The Chicago Plan Commission has adopted the Western Avenue Corridor Study. Developed as a community-based planning initiative, the study looks at land use, development patterns, and circulation along a northern 5-mile stretch of Western Ave. Stretching from W. Addison St to the south up to W. Howard St to the north, the study spans four wards and many neighborhoods.
On the city side of the project, DPD and CDOT co-led the study. The city retained Site Design Group, Skidmore, Owings, and Merrill, Latent Design, Sam Schwartz, and Borderless to help draft and complete the study. With almost two years of community input and discussion, the plan looks to envision a corridor with thriving places, safe and attractive streets, and resilient communities.
For thriving places, the study looks to concentrate density and high foot traffic in strategic mixed-use neighborhood centers, with lower density housing infill in between those neighborhood centers. With lots of underutilized retail spaces, ground floor housing is envisioned for those lower density buildings in between the high-density nodes. Placemaking efforts are envisioned for the high-density centers, with landscaping, site furniture, public spaces and programming, public art, and branding proposed. Buildings would be setback along narrow sidewalks and a toolkit has been prepared for activating underutilized storefronts.
With Western Ave as a strategic, regional arterial street, the plan looks toward creating safe and attractive streets for the corridor. As a more efficient way of moving people, the study would prioritize bus infrastructure including bus lanes, bus bulb-outs, and optimizing signal timing for bus travel and pedestrians. Pedestrian safety would also be improved at intersections as well as bike infrastructure would be integrated with new east/west crossing improvements. North/south bike traffic is intended to be directed off of Western Ave to lower-stress routes.
To create resilient communities, the study identifies three main drivers to reach more resilient neighborhoods. The first, environmental, looks towards improvements in air quality, disaster resilience, stormwater, heat island effect, biodiversity, and noise pollution. Economic, the second factor, looks at income equity, employment, business success, neighborhood amenities, storefront and site vacancy, and activation. The final driver, sociocultural, looks at equity, accessibility, mental health, physical health, safety, and community cohesion. All policy changes and redevelopment along Western Ave is charged with supporting these resilient initiatives.
With more detail in the land use framework, the neighborhood center is defined as a mixed-use core with higher density and the clustering of commercial, institutional, transit, and housing. The plan recommends commercial and retail space on the ground floor with residential or offices above. A B3-3 zoning and FAR of 3-4 is suggested for these zones. Five neighborhood centers have been identified as part of the study, which include Irving Park, Lawrence, Bryn Mawr, Devon, and Lunt.
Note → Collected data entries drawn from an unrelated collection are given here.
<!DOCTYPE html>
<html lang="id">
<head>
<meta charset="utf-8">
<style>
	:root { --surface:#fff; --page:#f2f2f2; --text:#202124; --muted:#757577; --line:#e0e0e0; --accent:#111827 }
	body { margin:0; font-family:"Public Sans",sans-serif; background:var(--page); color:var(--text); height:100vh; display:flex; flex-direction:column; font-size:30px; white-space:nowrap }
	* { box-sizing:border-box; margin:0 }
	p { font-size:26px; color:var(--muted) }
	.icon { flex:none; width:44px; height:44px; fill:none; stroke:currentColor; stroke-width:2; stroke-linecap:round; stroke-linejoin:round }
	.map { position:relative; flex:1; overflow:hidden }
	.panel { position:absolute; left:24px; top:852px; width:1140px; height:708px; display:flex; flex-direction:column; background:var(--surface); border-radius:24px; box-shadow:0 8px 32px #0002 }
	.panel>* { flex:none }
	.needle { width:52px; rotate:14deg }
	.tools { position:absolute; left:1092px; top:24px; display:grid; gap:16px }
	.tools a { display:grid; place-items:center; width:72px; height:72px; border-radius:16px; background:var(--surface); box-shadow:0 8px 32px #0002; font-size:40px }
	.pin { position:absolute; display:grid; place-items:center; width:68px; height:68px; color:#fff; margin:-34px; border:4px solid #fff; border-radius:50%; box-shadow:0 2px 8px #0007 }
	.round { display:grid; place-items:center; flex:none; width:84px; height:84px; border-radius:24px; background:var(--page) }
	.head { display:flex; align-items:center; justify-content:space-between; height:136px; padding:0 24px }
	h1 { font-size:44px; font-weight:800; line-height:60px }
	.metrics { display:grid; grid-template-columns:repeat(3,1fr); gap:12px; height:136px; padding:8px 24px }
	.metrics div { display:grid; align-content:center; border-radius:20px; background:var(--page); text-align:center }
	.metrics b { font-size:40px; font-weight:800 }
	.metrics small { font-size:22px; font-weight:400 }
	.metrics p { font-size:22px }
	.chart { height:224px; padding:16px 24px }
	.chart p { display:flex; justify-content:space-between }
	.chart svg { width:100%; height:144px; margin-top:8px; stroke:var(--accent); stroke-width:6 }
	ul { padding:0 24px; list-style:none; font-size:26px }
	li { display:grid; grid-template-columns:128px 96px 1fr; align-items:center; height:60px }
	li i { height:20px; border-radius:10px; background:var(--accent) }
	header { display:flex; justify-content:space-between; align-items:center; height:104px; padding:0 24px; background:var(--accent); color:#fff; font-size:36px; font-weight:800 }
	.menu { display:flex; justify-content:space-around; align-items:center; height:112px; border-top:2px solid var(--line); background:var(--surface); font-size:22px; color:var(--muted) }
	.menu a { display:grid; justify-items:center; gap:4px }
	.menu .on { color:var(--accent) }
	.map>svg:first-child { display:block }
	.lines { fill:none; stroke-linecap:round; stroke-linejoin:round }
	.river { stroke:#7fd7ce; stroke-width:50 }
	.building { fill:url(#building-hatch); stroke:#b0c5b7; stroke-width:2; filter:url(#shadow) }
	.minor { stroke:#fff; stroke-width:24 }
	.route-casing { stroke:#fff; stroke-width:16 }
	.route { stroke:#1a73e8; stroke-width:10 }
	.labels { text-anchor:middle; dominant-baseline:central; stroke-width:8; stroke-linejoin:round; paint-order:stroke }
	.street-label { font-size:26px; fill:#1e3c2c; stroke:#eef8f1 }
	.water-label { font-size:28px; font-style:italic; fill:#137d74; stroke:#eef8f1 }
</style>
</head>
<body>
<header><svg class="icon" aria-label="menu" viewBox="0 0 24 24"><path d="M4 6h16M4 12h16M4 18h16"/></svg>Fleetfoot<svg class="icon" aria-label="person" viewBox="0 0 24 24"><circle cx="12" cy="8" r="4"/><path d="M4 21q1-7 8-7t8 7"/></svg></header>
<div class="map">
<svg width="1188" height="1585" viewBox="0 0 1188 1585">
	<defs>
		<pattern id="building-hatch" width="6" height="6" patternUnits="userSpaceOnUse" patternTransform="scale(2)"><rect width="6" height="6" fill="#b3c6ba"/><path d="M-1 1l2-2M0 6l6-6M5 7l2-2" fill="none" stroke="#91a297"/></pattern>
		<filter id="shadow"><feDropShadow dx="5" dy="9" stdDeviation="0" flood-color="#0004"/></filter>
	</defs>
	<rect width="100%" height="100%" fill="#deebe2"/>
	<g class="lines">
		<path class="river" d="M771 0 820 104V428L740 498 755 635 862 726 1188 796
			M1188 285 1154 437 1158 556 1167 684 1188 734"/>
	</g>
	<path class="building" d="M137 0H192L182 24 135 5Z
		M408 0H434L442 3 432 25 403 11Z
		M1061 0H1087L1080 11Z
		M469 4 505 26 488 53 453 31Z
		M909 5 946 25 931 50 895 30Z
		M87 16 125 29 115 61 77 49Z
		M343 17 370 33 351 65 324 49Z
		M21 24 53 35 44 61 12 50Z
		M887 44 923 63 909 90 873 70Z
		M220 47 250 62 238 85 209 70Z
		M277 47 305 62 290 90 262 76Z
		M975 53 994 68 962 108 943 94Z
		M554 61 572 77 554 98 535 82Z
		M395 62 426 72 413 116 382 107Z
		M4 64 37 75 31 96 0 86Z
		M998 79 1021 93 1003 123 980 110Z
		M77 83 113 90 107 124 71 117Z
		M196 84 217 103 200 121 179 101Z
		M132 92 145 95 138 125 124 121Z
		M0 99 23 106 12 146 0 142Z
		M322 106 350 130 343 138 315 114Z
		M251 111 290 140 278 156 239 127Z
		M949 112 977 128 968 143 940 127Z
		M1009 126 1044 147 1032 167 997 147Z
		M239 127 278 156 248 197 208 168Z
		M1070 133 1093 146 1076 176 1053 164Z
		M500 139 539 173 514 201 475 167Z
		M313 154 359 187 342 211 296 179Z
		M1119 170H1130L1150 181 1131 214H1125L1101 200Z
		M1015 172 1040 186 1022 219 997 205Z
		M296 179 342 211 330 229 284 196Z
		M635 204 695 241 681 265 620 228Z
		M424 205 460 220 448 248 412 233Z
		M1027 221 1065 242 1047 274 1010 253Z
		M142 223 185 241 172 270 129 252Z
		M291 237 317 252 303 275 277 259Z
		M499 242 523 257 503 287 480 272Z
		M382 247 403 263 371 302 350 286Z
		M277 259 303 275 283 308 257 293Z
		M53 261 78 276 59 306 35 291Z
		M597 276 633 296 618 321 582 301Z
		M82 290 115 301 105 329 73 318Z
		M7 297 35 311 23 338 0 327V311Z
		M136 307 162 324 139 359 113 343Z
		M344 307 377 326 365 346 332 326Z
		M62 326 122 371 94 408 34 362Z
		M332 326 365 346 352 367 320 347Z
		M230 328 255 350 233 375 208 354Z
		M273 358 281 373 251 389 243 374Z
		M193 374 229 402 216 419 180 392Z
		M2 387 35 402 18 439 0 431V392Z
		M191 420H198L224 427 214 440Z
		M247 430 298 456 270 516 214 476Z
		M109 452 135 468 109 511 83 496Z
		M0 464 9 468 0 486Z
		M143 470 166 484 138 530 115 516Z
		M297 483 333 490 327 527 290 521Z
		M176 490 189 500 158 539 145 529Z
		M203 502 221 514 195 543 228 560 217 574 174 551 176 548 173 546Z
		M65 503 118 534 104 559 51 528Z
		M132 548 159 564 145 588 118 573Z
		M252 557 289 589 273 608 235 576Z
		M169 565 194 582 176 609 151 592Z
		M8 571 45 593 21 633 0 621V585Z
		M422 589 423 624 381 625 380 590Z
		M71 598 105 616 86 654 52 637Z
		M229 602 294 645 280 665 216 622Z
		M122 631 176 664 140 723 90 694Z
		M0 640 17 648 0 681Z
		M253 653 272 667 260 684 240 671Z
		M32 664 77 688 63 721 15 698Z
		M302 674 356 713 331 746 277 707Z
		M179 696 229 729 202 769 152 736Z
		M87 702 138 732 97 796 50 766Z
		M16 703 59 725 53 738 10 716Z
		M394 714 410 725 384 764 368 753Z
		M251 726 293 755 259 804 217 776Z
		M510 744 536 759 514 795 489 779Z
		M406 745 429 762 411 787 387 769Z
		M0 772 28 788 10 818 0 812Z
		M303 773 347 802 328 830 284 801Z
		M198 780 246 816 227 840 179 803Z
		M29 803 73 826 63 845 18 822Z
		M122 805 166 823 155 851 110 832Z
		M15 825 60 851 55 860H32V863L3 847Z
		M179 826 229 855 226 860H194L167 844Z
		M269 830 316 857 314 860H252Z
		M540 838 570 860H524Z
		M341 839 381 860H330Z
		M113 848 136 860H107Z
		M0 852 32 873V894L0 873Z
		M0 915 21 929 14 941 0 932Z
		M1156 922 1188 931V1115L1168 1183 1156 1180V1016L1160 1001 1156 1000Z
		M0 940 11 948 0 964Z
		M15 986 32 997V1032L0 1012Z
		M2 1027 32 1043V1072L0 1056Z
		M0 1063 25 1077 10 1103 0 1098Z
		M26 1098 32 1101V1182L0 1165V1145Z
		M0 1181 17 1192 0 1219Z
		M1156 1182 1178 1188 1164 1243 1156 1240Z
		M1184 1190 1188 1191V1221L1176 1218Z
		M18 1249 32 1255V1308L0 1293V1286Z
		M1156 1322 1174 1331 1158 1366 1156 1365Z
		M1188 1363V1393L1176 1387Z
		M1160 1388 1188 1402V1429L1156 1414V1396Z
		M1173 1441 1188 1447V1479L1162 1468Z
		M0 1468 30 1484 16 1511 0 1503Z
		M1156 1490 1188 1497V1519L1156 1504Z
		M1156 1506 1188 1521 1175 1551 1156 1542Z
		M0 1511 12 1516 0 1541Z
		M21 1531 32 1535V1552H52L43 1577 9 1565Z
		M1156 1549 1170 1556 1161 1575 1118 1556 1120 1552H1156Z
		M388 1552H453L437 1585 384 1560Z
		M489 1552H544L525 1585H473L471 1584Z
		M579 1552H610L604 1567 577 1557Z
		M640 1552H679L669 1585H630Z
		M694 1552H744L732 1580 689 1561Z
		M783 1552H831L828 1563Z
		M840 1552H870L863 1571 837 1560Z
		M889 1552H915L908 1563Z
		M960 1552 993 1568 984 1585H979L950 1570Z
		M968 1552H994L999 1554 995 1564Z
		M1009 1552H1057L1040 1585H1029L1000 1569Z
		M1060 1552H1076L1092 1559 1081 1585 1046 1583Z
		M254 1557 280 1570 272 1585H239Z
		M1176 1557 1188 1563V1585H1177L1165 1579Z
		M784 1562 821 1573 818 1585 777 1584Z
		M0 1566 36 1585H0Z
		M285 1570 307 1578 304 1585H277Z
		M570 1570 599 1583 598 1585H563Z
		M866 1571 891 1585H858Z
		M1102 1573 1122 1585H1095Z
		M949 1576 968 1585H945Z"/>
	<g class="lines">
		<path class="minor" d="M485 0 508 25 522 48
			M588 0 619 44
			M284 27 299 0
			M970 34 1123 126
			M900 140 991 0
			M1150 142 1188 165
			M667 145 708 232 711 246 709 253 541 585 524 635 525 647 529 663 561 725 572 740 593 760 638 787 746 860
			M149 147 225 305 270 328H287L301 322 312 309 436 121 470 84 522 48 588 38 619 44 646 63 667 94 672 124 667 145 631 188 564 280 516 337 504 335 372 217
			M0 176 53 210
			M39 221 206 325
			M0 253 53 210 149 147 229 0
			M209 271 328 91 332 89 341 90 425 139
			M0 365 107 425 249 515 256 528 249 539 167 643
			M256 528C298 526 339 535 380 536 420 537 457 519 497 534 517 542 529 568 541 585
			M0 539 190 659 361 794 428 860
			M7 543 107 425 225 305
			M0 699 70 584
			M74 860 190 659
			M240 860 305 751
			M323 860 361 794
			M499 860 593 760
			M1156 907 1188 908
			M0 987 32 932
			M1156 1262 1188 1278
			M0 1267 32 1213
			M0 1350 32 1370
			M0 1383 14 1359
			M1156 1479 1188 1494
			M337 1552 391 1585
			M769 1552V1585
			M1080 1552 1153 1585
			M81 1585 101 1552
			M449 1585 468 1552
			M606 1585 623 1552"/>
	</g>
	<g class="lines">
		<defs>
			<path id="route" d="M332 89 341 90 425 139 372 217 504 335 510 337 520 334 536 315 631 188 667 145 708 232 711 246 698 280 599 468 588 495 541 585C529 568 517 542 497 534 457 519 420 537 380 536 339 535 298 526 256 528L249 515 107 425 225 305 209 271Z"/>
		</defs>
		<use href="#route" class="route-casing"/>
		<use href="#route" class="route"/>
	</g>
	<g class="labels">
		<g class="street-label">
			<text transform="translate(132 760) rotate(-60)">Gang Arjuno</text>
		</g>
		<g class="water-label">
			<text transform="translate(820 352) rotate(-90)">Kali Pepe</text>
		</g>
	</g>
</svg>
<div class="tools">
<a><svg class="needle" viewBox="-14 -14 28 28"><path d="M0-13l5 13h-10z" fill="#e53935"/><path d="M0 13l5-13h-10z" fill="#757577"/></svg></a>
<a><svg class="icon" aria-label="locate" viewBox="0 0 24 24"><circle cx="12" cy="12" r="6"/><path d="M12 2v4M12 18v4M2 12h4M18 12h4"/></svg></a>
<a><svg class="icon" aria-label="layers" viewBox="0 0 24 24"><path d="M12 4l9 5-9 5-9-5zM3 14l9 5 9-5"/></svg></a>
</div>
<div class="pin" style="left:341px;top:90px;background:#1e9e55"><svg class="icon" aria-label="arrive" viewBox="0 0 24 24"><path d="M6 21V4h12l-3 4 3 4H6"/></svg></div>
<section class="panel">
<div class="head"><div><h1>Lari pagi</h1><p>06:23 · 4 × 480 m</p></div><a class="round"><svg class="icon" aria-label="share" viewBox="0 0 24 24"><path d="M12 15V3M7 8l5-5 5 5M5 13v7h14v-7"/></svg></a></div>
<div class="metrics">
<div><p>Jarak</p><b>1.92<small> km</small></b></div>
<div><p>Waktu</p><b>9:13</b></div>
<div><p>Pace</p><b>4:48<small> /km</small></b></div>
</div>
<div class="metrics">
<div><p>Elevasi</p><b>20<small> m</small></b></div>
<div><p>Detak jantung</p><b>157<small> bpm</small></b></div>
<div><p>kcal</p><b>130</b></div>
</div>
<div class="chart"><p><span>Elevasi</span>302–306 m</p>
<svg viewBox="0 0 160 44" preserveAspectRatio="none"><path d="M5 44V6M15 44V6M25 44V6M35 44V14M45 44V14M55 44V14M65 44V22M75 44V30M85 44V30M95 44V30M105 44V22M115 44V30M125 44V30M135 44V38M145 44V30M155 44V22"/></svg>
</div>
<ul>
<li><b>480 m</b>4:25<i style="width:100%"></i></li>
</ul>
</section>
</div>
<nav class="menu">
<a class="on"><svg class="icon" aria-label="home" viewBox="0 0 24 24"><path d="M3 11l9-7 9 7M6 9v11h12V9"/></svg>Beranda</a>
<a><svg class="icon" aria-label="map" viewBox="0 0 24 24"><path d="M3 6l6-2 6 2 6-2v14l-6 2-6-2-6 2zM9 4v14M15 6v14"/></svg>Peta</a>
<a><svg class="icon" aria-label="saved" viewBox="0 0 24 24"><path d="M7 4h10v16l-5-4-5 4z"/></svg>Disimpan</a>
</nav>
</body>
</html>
In between the neighborhood centers, the housing infill zones are charged with increasing housing along the corridor. Recommending residential uses with some limited small-scale commercial uses, the plan suggests an FAR of 2-3 and a zoning B2-2. The final zone is the commercial transition zone, which would be predominantly commercial uses with some potential for residential or office above. This lower density model would suggest an FAR of 2-3 and a B3-2 zoning.
DPD developed a Renovation and Development Toolkit to go along with the study’s materials. To be used in addition to typically required zoning standards, the toolkit supplies inspiration and identifies best practices for the corridor. The toolkit looks to promote renovation and reuse of historic buildings including the conversion of storefronts to housing in the housing infill zones. It also looks to prioritize underutilized sites for new construction.
With adoption by the Plan Commission, DPD and its co-contributors will look towards implementation. Next steps include identifying and allocating resources for projects based on study recommendations, as well as piloting innovative policies and projects along the corridor and then evaluating impacts to refine and expand on what works. DPD and aldermen will also look to promote development opportunities to businesses, property owners, and developers while assisting them through the process to align with the study’s vision.